● **What you need to do**
Each entry must be written out again exactly as it stands.

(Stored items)
#####

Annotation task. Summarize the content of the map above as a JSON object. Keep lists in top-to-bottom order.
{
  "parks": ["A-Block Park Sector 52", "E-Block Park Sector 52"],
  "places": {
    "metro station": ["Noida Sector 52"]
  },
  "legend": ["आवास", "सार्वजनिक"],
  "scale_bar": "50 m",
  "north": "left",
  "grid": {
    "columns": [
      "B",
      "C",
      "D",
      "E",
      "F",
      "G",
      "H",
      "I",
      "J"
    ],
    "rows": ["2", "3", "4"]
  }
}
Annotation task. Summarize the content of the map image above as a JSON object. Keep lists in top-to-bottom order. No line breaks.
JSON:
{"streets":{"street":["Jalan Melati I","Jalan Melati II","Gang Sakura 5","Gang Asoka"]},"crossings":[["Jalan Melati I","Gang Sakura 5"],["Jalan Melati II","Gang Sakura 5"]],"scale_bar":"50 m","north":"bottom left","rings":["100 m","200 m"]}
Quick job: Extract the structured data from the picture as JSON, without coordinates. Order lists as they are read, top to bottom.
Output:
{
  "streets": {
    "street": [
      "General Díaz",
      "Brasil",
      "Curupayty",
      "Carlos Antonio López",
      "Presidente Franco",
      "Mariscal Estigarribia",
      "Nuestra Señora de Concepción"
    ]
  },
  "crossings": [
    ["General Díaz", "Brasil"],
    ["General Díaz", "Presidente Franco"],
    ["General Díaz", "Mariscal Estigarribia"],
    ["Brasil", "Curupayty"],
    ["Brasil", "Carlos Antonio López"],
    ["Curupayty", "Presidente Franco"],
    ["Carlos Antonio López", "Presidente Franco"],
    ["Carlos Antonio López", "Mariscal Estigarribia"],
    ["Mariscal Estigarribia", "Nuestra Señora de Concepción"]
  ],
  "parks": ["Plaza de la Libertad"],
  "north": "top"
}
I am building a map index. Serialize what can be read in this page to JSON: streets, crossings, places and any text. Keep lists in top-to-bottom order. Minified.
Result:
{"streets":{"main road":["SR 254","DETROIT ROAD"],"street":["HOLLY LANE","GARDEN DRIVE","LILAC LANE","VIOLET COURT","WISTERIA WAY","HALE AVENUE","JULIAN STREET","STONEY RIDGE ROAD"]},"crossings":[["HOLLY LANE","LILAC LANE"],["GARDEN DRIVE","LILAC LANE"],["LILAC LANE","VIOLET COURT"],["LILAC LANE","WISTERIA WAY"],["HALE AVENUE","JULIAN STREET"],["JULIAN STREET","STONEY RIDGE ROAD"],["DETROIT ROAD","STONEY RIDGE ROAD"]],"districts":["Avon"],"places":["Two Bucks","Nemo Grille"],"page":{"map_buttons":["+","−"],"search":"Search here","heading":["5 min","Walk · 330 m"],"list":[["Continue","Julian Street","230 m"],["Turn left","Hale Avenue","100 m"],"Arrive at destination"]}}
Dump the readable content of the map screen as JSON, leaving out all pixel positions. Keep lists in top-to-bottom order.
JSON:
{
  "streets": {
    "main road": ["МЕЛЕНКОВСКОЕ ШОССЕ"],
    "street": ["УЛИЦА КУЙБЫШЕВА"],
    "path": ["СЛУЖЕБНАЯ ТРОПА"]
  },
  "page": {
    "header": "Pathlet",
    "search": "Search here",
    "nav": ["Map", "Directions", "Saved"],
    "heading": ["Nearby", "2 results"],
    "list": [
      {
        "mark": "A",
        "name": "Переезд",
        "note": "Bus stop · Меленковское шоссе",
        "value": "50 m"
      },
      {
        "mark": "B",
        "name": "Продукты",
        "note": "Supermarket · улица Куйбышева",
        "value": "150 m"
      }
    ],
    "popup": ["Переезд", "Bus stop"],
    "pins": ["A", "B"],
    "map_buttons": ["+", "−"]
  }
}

#####

● **Expected output**
Annotation task. Summarize the content of the map above as a JSON object. Keep lists in top-to-bottom order.
{
  "parks": ["A-Block Park Sector 52", "E-Block Park Sector 52"],
  "places": {
    "metro station": ["Noida Sector 52"]
  },
  "legend": ["आवास", "सार्वजनिक"],
  "scale_bar": "50 m",
  "north": "left",
  "grid": {
    "columns": [
      "B",
      "C",
      "D",
      "E",
      "F",
      "G",
      "H",
      "I",
      "J"
    ],
    "rows": ["2", "3", "4"]
  }
}
Annotation task. Summarize the content of the map image above as a JSON object. Keep lists in top-to-bottom order. No line breaks.
JSON:
{"streets":{"street":["Jalan Melati I","Jalan Melati II","Gang Sakura 5","Gang Asoka"]},"crossings":[["Jalan Melati I","Gang Sakura 5"],["Jalan Melati II","Gang Sakura 5"]],"scale_bar":"50 m","north":"bottom left","rings":["100 m","200 m"]}
Quick job: Extract the structured data from the picture as JSON, without coordinates. Order lists as they are read, top to bottom.
Output:
{
  "streets": {
    "street": [
      "General Díaz",
      "Brasil",
      "Curupayty",
      "Carlos Antonio López",
      "Presidente Franco",
      "Mariscal Estigarribia",
      "Nuestra Señora de Concepción"
    ]
  },
  "crossings": [
    ["General Díaz", "Brasil"],
    ["General Díaz", "Presidente Franco"],
    ["General Díaz", "Mariscal Estigarribia"],
    ["Brasil", "Curupayty"],
    ["Brasil", "Carlos Antonio López"],
    ["Curupayty", "Presidente Franco"],
    ["Carlos Antonio López", "Presidente Franco"],
    ["Carlos Antonio López", "Mariscal Estigarribia"],
    ["Mariscal Estigarribia", "Nuestra Señora de Concepción"]
  ],
  "parks": ["Plaza de la Libertad"],
  "north": "top"
}
I am building a map index. Serialize what can be read in this page to JSON: streets, crossings, places and any text. Keep lists in top-to-bottom order. Minified.
Result:
{"streets":{"main road":["SR 254","DETROIT ROAD"],"street":["HOLLY LANE","GARDEN DRIVE","LILAC LANE","VIOLET COURT","WISTERIA WAY","HALE AVENUE","JULIAN STREET","STONEY RIDGE ROAD"]},"crossings":[["HOLLY LANE","LILAC LANE"],["GARDEN DRIVE","LILAC LANE"],["LILAC LANE","VIOLET COURT"],["LILAC LANE","WISTERIA WAY"],["HALE AVENUE","JULIAN STREET"],["JULIAN STREET","STONEY RIDGE ROAD"],["DETROIT ROAD","STONEY RIDGE ROAD"]],"districts":["Avon"],"places":["Two Bucks","Nemo Grille"],"page":{"map_buttons":["+","−"],"search":"Search here","heading":["5 min","Walk · 330 m"],"list":[["Continue","Julian Street","230 m"],["Turn left","Hale Avenue","100 m"],"Arrive at destination"]}}
Dump the readable content of the map screen as JSON, leaving out all pixel positions. Keep lists in top-to-bottom order.
JSON:
{
  "streets": {
    "main road": ["МЕЛЕНКОВСКОЕ ШОССЕ"],
    "street": ["УЛИЦА КУЙБЫШЕВА"],
    "path": ["СЛУЖЕБНАЯ ТРОПА"]
  },
  "page": {
    "header": "Pathlet",
    "search": "Search here",
    "nav": ["Map", "Directions", "Saved"],
    "heading": ["Nearby", "2 results"],
    "list": [
      {
        "mark": "A",
        "name": "Переезд",
        "note": "Bus stop · Меленковское шоссе",
        "value": "50 m"
      },
      {
        "mark": "B",
        "name": "Продукты",
        "note": "Supermarket · улица Куйбышева",
        "value": "150 m"
      }
    ],
    "popup": ["Переезд", "Bus stop"],
    "pins": ["A", "B"],
    "map_buttons": ["+", "−"]
  }
}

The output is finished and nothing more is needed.